Below are entries; count the lines among them that contain the word "Park", and give only the count.

━━━━━ Data section ━━━━━

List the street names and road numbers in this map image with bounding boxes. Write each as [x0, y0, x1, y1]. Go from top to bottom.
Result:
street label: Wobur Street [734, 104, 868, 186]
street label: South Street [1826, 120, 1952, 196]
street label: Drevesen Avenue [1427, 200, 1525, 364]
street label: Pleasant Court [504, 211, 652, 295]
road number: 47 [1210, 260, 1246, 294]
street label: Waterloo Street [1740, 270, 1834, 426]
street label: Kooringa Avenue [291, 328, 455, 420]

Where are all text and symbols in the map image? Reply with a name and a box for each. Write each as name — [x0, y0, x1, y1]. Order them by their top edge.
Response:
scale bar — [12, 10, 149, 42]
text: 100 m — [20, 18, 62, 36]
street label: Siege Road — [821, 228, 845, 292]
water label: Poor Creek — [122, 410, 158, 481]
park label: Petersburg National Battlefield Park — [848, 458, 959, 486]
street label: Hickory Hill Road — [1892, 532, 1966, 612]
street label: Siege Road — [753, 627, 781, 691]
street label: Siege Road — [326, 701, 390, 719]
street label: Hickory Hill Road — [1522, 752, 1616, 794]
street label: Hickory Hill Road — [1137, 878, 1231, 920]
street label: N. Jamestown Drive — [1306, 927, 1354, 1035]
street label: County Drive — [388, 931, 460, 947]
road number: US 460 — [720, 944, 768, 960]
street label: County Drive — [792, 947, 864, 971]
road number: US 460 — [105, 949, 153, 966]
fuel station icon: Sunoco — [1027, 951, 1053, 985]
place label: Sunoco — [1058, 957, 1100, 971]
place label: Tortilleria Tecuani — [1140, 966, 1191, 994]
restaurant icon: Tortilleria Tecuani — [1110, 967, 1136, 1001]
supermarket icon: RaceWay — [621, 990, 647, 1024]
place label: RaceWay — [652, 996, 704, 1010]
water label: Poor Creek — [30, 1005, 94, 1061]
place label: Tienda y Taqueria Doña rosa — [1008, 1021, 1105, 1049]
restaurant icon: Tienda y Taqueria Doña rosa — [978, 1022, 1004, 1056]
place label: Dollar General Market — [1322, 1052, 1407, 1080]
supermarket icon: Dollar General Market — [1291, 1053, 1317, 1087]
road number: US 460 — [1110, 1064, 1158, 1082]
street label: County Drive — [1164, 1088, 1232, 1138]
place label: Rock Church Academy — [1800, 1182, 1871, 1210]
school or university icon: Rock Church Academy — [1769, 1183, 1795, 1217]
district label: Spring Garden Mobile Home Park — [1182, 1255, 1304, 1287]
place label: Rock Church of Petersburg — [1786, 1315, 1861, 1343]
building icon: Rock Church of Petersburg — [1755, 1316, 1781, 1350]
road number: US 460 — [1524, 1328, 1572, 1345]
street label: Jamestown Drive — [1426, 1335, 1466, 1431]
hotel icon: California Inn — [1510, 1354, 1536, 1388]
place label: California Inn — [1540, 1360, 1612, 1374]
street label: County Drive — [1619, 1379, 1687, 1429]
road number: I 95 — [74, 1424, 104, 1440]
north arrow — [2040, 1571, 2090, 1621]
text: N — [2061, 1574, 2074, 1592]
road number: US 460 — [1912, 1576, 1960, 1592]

━━━━━

*Exercise output*. 2